Extracted records
════════════════

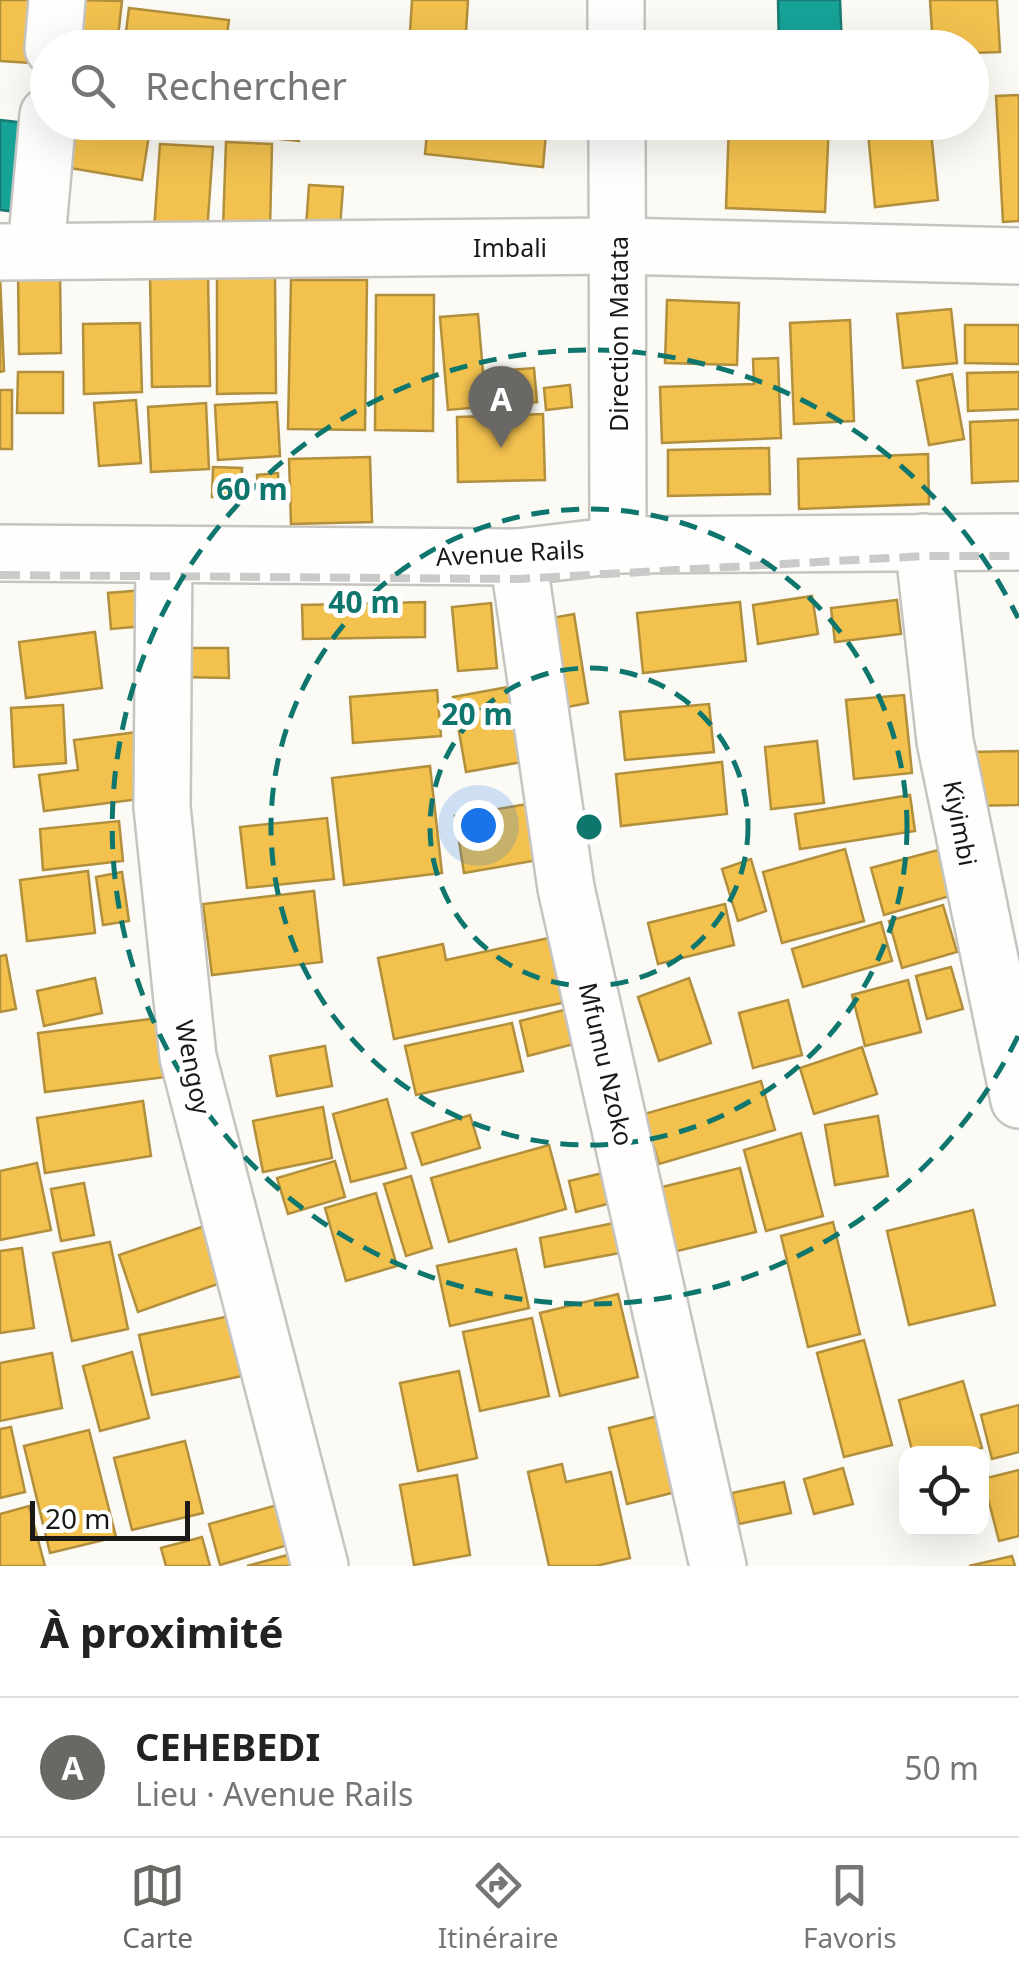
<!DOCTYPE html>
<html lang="fr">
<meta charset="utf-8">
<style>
:root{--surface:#fff;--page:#f6f6f6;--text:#222;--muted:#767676;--line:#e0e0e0;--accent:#6a6864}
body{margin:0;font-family:"Noto Sans",sans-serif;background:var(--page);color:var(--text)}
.controls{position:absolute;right:30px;bottom:30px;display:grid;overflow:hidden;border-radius:20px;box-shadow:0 10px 40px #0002}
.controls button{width:90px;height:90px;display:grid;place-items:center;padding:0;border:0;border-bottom:2px solid var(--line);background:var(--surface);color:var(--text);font:50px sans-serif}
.scale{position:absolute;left:30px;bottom:25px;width:160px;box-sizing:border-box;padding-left:10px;border:5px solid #1b1916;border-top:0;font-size:28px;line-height:35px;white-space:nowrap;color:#1b1916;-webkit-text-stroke:8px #fff;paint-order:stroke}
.you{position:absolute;left:478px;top:825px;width:35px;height:35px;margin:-25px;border:8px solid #fff;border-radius:50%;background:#1a73e8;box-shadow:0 0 0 15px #1a73e833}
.badge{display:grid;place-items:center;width:65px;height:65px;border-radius:50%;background:var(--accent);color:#fff;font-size:32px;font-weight:700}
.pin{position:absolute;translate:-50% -82px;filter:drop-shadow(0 2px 5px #0008)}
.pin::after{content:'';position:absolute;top:52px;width:35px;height:30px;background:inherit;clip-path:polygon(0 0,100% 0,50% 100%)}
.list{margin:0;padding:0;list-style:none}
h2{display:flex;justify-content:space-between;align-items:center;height:130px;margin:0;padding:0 40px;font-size:42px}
h2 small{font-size:32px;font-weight:400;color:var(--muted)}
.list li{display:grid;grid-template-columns:65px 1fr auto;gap:30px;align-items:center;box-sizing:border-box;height:140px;padding:0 40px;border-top:2px solid var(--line)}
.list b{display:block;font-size:38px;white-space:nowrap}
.list p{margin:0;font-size:32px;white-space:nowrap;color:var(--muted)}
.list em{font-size:32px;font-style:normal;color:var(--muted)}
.icon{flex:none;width:55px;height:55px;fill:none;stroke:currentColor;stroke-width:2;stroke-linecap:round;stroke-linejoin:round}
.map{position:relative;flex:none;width:1019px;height:1566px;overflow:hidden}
.search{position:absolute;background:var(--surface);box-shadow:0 10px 40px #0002;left:30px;right:30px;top:30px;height:110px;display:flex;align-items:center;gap:25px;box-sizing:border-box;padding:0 35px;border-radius:55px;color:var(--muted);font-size:38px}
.sheet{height:270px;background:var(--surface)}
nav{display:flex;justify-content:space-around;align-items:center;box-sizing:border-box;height:140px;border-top:2px solid var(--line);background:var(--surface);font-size:28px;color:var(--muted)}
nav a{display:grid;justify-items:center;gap:5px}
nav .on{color:var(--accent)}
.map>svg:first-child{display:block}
.homes{fill:#f2c14e;stroke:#b28f3d;stroke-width:2.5}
.public{fill:#17a398;stroke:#187a71;stroke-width:2.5}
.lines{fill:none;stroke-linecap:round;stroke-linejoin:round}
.minor-casing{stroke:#c6c4c0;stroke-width:60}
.minor{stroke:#fffefd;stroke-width:55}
.rail{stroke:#cbcac8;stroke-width:8;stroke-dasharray:20 10;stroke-linecap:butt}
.ring{fill:none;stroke:#0f766e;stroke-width:5;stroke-dasharray:18 12}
.labels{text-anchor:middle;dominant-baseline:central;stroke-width:10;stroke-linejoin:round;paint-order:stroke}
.street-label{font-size:25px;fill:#1b1916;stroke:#fff}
.centre{fill:#0f766e;stroke:#fff;stroke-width:5}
.ring-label{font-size:30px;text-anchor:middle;font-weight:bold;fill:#0f766e;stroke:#fff;stroke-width:10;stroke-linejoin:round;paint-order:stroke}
</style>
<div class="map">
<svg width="1019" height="1566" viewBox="0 0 1019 1566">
<rect width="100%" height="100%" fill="#fcfaf4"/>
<g class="homes">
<polygon points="0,0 35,0 30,63 0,61"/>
<polygon points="77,0 122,1 117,46 72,41"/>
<polygon points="412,0 468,0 465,48 409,48"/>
<polygon points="930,0 997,0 1000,52 972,53 972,48 933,48"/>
<polygon points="129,8 229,20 225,48 124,48"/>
<polygon points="295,33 357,48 291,48"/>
<polygon points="682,33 770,38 769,48 682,48"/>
<polygon points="474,42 520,43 520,48 474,48"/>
<polygon points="1019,95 1019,221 1003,222 996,96"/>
<polygon points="78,122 151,122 142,180 70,168"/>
<polygon points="240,122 302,122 299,141 239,135"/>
<polygon points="313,122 349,122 348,134 312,128"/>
<polygon points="428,122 547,122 543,167 425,154"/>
<polygon points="633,122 702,122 701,138 632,136"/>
<polygon points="729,122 829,122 825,212 726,208"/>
<polygon points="867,122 930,122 938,200 875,207"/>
<polygon points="226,142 272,144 270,229 223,228"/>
<polygon points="160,144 213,147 207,233 154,230"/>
<polygon points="309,185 343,187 340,228 306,227"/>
<polygon points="60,269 61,353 19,354 18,270"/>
<polygon points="208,274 210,386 152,387 150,275"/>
<polygon points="0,275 4,371 0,372"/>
<polygon points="217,276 275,276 276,393 217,394"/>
<polygon points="291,280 367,280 365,430 288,429"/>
<polygon points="376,295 434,295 433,431 375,430"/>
<polygon points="667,300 739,303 737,365 665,363"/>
<polygon points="951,309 957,363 903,368 897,314"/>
<polygon points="478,314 483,372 534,368 537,402 448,410 440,317"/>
<polygon points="850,320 854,421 794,424 790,323"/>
<polygon points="140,323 142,392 84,394 83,324"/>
<polygon points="965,325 1019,325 1019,364 965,363"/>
<polygon points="778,358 781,438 662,443 660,387 754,384 753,359"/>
<polygon points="18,372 63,372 63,413 17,413"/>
<polygon points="1019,372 1019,409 968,411 967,373"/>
<polygon points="952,374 964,439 929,445 917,381"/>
<polygon points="570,385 572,407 546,410 544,388"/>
<rect x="0" y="390" width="12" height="59"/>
<polygon points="136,400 141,463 99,466 94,403"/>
<polygon points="277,402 280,456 218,460 215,405"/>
<polygon points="206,403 209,469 151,472 148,407"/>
<polygon points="543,414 545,480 458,482 457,417"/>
<polygon points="1019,420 1019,481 972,483 970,422"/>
<polygon points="769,448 770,494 668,496 668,450"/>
<polygon points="928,454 929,504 799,509 798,459"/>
<polygon points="370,457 372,522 291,524 289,459"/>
<polygon points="213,467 242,468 241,498 212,497"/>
<polygon points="278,473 279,501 259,503 257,475"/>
<polygon points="143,590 145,626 111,629 108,593"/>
<polygon points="812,596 818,634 758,644 753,605"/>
<polygon points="897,600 901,634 835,642 831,608"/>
<polygon points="425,602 425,637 303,639 302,605"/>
<polygon points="740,602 746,661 643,673 637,613"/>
<polygon points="491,603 497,668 458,671 452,607"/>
<polygon points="574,614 588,703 552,710 536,621"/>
<polygon points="95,632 102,688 26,698 19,642"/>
<polygon points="180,648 228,648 229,678 180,677"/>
<polygon points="508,687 522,762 466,772 453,697"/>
<polygon points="437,690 441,736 353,743 350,697"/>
<polygon points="904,695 912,773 854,779 846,700"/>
<polygon points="709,704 714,752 625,760 620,712"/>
<polygon points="63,705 66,763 14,767 11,708"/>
<polygon points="138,732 148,798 44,811 39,775 78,770 74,740"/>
<polygon points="817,741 824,803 771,809 765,747"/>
<polygon points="1019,751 1019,805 973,806 972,752"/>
<polygon points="722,762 727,814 621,826 616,774"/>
<polygon points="430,766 442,873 344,885 332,778"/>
<polygon points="910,795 915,831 800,849 795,814"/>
<polygon points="528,804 538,860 464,873 455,816"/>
<polygon points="327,818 334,879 247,888 240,827"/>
<polygon points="119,821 123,861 43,870 40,829"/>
<polygon points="845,849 864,921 782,943 763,872"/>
<polygon points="938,850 950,896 884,915 871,868"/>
<polygon points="751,859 766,911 738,921 722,869"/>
<polygon points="88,871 95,933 27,941 20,880"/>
<polygon points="122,872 129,921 103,925 96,877"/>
<polygon points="314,891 322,962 212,975 203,904"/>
<polygon points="725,904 734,945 658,964 648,923"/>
<polygon points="943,905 957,952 902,968 889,921"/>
<polygon points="881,922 892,961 803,987 792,949"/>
<polygon points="558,936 571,1001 394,1039 378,958 443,944 446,960"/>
<polygon points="6,955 16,1009 0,1012 0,956"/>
<polygon points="951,967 963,1009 927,1019 916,976"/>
<polygon points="95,978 102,1013 44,1026 37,991"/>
<polygon points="689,978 711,1043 659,1061 638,997"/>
<polygon points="908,980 921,1032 865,1046 852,995"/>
<polygon points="788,1000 802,1055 753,1068 739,1013"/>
<polygon points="572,1008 581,1042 528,1056 520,1021"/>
<polygon points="159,1018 166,1077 45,1092 38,1033"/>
<polygon points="512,1023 523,1071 416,1095 405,1046"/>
<polygon points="325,1046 332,1086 277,1096 270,1056"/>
<polygon points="862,1047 877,1094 814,1114 800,1068"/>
<polygon points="761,1081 775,1130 659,1164 644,1114"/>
<polygon points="387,1099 406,1168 351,1182 333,1114"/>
<polygon points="143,1101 151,1156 45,1173 37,1118"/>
<polygon points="323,1107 332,1158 263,1172 253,1121"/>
<polygon points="470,1115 480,1148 422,1165 412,1133"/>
<polygon points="878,1116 888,1176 835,1185 825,1125"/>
<polygon points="801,1133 823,1216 766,1231 744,1150"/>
<polygon points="549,1145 566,1209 449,1242 431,1178"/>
<polygon points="335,1161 345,1197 288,1214 277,1178"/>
<polygon points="37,1163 51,1230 0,1240 0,1171"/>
<polygon points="740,1168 756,1232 669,1253 654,1189"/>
<polygon points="607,1172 615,1202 576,1212 569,1181"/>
<polygon points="411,1176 432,1248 406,1256 384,1184"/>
<polygon points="84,1183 94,1235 61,1241 51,1189"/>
<polygon points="376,1193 397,1266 346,1281 325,1208"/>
<polygon points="973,1210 995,1305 909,1325 887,1231"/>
<polygon points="619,1222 625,1252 545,1267 540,1238"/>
<polygon points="833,1222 860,1334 808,1347 781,1236"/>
<polygon points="213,1223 232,1279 138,1312 119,1255"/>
<polygon points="110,1242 128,1329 72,1341 53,1253"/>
<polygon points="22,1248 34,1328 0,1333 0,1251"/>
<polygon points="516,1249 529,1308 450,1326 437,1266"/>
<polygon points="618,1294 638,1377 560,1396 540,1313"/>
<polygon points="230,1316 242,1376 152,1395 139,1335"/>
<polygon points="532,1318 549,1396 480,1411 463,1332"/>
<polygon points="864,1340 892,1445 844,1457 817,1353"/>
<polygon points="132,1352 149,1418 100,1431 83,1366"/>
<polygon points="52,1353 62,1408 0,1421 0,1363"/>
<polygon points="459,1371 477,1458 418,1471 400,1383"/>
<polygon points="963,1381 982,1448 963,1454 913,1454 899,1400"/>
<polygon points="1019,1405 1019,1452 992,1459 981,1415"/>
<polygon points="662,1415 680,1491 627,1504 609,1428"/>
<polygon points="11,1427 25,1492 0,1498 0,1429"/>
<polygon points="89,1430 116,1537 50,1553 24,1446"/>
<polygon points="185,1441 203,1513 132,1530 114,1458"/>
<polygon points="562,1464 566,1482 611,1472 630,1558 596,1566 549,1566 528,1472"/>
<polygon points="843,1468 853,1504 814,1514 804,1479"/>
<polygon points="1019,1470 1019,1536 999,1541 983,1479"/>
<polygon points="457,1475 470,1555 414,1565 400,1485"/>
<polygon points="784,1482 791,1513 739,1524 732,1493"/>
<polygon points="288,1502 298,1542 220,1565 209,1524"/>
<polygon points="29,1506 45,1566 0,1566 0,1514"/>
<polygon points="202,1537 210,1566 166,1566 161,1548"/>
<polygon points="291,1554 294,1566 247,1566"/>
<polygon points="1012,1556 1015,1566 969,1566"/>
</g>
<g class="public">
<polygon points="778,0 840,0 842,48 779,48"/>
<polygon points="0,120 27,123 17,212 0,210"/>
</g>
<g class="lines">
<defs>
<g id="minor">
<polyline points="616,0 616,48"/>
<polyline points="53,48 57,0"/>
<polyline points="617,122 618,545"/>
<polyline points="36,250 48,115"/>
<polyline points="0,252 619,246 1019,256"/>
<polyline points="923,542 945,741 1019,1100"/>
<polyline points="0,553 518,557 618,545 1019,542"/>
<polyline points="164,555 162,807 188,1057 320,1566"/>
<polyline points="518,557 566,888 718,1566"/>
</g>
</defs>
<use href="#minor" class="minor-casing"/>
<use href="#minor" class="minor"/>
<polyline class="rail" points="0,575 518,579 924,556 1019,556"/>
</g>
<g class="ring">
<circle cx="589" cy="827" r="159"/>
<circle cx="589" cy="827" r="318"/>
<path d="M1018 1036A477 477 0 1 1 1018 618"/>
</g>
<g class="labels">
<g class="street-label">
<text x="510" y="247">Imbali</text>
<text transform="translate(618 334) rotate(-90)">Direction Matata</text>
<text transform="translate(510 552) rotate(-3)">Avenue Rails</text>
<text transform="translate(961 823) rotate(79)">Kiyimbi</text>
<text transform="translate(607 1064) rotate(77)">Mfumu Nzoko</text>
<text transform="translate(194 1067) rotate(79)">Wengoy</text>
</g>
</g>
<circle cx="589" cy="827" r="15" class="centre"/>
<g class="ring-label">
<text x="252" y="500">60 m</text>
<text x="364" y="613">40 m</text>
<text x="477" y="725">20 m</text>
</g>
</svg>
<div class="controls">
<button><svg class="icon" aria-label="locate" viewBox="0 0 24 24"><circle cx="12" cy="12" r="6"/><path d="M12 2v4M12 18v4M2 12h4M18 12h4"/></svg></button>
</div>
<div class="scale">20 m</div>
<div class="you"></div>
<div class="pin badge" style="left:501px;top:448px">A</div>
<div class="search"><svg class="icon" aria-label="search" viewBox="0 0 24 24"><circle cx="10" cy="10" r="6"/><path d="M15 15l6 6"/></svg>Rechercher</div>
</div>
<section class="sheet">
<h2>À proximité<small></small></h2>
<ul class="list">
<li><span class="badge">A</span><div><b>CEHEBEDI</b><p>Lieu · Avenue Rails</p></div><em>50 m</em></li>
</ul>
</section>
<nav>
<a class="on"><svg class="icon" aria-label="map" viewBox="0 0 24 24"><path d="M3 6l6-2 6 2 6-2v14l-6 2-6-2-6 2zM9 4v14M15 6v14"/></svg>Carte</a>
<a><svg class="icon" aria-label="directions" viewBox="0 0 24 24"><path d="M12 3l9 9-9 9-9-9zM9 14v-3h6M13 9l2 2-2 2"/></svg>Itinéraire</a>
<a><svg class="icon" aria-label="saved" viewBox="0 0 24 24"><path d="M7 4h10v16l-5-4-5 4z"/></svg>Favoris</a>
</nav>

════════════════

## WHAT IS NEEDED:
Once you find the line containing "Avenue Rails</p></div><em>50 m</em></li>", copy it and every line after it through the end of the records, exactly as they stand.

## ANSWER BELOW:
<li><span class="badge">A</span><div><b>CEHEBEDI</b><p>Lieu · Avenue Rails</p></div><em>50 m</em></li>
</ul>
</section>
<nav>
<a class="on"><svg class="icon" aria-label="map" viewBox="0 0 24 24"><path d="M3 6l6-2 6 2 6-2v14l-6 2-6-2-6 2zM9 4v14M15 6v14"/></svg>Carte</a>
<a><svg class="icon" aria-label="directions" viewBox="0 0 24 24"><path d="M12 3l9 9-9 9-9-9zM9 14v-3h6M13 9l2 2-2 2"/></svg>Itinéraire</a>
<a><svg class="icon" aria-label="saved" viewBox="0 0 24 24"><path d="M7 4h10v16l-5-4-5 4z"/></svg>Favoris</a>
</nav>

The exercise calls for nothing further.